_Exercise description_: Reproduce all the entries exactly.

_Data for this task_:

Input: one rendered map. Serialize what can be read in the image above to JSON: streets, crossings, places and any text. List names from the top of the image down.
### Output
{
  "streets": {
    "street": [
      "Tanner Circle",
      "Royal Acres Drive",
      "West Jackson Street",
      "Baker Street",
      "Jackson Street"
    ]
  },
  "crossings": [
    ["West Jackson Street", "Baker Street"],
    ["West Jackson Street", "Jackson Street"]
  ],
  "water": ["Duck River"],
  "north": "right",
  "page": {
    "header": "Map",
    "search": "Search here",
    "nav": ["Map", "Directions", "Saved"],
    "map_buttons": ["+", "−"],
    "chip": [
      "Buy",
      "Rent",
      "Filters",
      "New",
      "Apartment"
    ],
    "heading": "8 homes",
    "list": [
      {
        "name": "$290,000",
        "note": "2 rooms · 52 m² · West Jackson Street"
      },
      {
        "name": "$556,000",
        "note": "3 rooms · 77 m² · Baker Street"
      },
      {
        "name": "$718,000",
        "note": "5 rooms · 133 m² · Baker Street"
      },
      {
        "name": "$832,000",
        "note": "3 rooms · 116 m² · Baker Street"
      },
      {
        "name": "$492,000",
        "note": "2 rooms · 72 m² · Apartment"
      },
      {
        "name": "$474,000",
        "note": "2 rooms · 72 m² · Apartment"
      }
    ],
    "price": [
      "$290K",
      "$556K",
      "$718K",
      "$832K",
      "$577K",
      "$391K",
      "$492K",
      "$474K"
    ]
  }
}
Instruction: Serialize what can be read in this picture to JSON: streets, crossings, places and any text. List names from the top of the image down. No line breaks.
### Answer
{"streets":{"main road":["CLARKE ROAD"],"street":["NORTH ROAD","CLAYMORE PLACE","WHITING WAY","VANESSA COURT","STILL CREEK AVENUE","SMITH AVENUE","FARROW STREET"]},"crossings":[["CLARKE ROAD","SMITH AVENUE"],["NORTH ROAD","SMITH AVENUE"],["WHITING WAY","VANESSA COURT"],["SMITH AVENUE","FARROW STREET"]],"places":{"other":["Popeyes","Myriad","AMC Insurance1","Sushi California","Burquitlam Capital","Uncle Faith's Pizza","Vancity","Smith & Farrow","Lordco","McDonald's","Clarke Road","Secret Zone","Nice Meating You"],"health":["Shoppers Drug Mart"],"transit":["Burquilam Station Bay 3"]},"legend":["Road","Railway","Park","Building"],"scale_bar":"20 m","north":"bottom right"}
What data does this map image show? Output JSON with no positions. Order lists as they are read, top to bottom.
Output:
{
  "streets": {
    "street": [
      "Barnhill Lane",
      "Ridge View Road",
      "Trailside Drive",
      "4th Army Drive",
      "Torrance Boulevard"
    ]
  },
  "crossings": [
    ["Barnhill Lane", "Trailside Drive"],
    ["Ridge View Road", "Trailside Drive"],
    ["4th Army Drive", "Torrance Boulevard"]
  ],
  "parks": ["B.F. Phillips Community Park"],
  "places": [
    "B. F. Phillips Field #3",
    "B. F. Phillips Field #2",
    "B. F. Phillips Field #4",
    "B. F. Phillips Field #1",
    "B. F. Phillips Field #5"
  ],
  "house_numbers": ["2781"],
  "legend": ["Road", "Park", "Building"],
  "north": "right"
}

_Result_:
Input: one rendered map. Serialize what can be read in the image above to JSON: streets, crossings, places and any text. List names from the top of the image down.
### Output
{
  "streets": {
    "street": [
      "Tanner Circle",
      "Royal Acres Drive",
      "West Jackson Street",
      "Baker Street",
      "Jackson Street"
    ]
  },
  "crossings": [
    ["West Jackson Street", "Baker Street"],
    ["West Jackson Street", "Jackson Street"]
  ],
  "water": ["Duck River"],
  "north": "right",
  "page": {
    "header": "Map",
    "search": "Search here",
    "nav": ["Map", "Directions", "Saved"],
    "map_buttons": ["+", "−"],
    "chip": [
      "Buy",
      "Rent",
      "Filters",
      "New",
      "Apartment"
    ],
    "heading": "8 homes",
    "list": [
      {
        "name": "$290,000",
        "note": "2 rooms · 52 m² · West Jackson Street"
      },
      {
        "name": "$556,000",
        "note": "3 rooms · 77 m² · Baker Street"
      },
      {
        "name": "$718,000",
        "note": "5 rooms · 133 m² · Baker Street"
      },
      {
        "name": "$832,000",
        "note": "3 rooms · 116 m² · Baker Street"
      },
      {
        "name": "$492,000",
        "note": "2 rooms · 72 m² · Apartment"
      },
      {
        "name": "$474,000",
        "note": "2 rooms · 72 m² · Apartment"
      }
    ],
    "price": [
      "$290K",
      "$556K",
      "$718K",
      "$832K",
      "$577K",
      "$391K",
      "$492K",
      "$474K"
    ]
  }
}
Instruction: Serialize what can be read in this picture to JSON: streets, crossings, places and any text. List names from the top of the image down. No line breaks.
### Answer
{"streets":{"main road":["CLARKE ROAD"],"street":["NORTH ROAD","CLAYMORE PLACE","WHITING WAY","VANESSA COURT","STILL CREEK AVENUE","SMITH AVENUE","FARROW STREET"]},"crossings":[["CLARKE ROAD","SMITH AVENUE"],["NORTH ROAD","SMITH AVENUE"],["WHITING WAY","VANESSA COURT"],["SMITH AVENUE","FARROW STREET"]],"places":{"other":["Popeyes","Myriad","AMC Insurance1","Sushi California","Burquitlam Capital","Uncle Faith's Pizza","Vancity","Smith & Farrow","Lordco","McDonald's","Clarke Road","Secret Zone","Nice Meating You"],"health":["Shoppers Drug Mart"],"transit":["Burquilam Station Bay 3"]},"legend":["Road","Railway","Park","Building"],"scale_bar":"20 m","north":"bottom right"}
What data does this map image show? Output JSON with no positions. Order lists as they are read, top to bottom.
Output:
{
  "streets": {
    "street": [
      "Barnhill Lane",
      "Ridge View Road",
      "Trailside Drive",
      "4th Army Drive",
      "Torrance Boulevard"
    ]
  },
  "crossings": [
    ["Barnhill Lane", "Trailside Drive"],
    ["Ridge View Road", "Trailside Drive"],
    ["4th Army Drive", "Torrance Boulevard"]
  ],
  "parks": ["B.F. Phillips Community Park"],
  "places": [
    "B. F. Phillips Field #3",
    "B. F. Phillips Field #2",
    "B. F. Phillips Field #4",
    "B. F. Phillips Field #1",
    "B. F. Phillips Field #5"
  ],
  "house_numbers": ["2781"],
  "legend": ["Road", "Park", "Building"],
  "north": "right"
}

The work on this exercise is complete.